This check will trigger the same way when somebody adds new ARG_* and doesn't add to the table.

>  
> +	err = check_reg_type(env, regno, compatible);
> +	if (err)
> +		return err;
> +
>  	if (type == PTR_TO_BTF_ID) {
>  		const u32 *btf_id = fn->arg_btf_id[arg];
>  
> @@ -4174,10 +4213,6 @@ static int check_func_arg(struct bpf_verifier_env *env, u32 arg,
>  	}
>  
>  	return err;
> -err_type:
> -	verbose(env, "R%d type=%s expected=%s\n", regno,
> -		reg_type_str[type], reg_type_str[expected_type]);
> -	return -EACCES;

I'm not a fan of table driven checks. I think one explicit switch statement
would have been easier to read, but I guess we can convert back to it later if
table becomes too limiting. The improvement in the verifier output is important
and justifies this approach.

Applied to bpf-next. Thanks!
Lorenz Bauer Sept. 22, 2020, 8:20 a.m.
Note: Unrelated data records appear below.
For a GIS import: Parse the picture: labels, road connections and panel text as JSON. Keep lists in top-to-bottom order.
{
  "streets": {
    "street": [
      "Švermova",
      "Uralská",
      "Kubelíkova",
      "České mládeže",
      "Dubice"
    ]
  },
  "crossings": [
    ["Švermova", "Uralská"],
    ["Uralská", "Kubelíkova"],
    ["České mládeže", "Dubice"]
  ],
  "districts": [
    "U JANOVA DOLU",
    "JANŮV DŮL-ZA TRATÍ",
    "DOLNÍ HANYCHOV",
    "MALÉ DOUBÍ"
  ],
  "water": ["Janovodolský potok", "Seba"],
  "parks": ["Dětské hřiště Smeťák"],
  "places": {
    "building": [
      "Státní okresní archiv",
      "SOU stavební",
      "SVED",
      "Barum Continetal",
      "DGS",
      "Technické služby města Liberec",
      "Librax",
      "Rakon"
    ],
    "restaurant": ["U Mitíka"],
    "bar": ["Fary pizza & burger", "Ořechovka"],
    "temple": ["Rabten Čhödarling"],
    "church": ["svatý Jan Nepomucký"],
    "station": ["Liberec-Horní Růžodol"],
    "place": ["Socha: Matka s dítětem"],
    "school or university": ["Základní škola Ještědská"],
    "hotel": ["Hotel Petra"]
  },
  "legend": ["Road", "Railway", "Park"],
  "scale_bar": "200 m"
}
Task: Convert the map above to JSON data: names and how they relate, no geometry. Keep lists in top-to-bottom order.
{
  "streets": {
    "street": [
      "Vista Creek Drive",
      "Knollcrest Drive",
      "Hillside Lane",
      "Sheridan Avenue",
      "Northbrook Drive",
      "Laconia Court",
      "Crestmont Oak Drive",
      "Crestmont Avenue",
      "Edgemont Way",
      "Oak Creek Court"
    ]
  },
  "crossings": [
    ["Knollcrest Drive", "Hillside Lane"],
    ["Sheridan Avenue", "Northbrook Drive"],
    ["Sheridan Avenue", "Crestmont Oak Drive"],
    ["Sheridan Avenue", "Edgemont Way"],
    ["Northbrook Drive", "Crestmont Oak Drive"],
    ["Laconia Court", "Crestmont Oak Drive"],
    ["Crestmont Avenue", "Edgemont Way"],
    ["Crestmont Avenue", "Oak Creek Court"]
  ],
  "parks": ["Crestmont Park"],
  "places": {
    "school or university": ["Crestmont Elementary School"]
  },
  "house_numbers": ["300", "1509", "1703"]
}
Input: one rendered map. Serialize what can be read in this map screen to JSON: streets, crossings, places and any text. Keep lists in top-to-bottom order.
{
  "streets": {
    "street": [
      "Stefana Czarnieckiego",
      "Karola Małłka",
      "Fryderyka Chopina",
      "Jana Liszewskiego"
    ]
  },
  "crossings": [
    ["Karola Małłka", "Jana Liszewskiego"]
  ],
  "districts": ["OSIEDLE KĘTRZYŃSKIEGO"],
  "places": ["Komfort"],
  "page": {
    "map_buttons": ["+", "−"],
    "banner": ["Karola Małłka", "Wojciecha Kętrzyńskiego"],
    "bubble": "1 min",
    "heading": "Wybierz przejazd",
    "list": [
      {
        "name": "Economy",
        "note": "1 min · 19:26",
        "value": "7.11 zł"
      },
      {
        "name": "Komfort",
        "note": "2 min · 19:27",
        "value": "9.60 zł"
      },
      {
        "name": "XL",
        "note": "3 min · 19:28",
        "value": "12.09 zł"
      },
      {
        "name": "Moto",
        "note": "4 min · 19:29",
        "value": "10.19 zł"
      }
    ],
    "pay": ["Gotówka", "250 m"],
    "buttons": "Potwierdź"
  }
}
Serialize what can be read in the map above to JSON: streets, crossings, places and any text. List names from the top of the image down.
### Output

UTC | #2
On Mon, 21 Sep 2020 at 23:23, Alexei Starovoitov
<alexei.starovoitov@gmail.com> wrote:
>

> On Mon, Sep 21, 2020 at 01:12:27PM +0100, Lorenz Bauer wrote:

> > +struct bpf_reg_types {

> > +     const enum bpf_reg_type types[10];

> > +};

>

> any idea on how to make it more robust?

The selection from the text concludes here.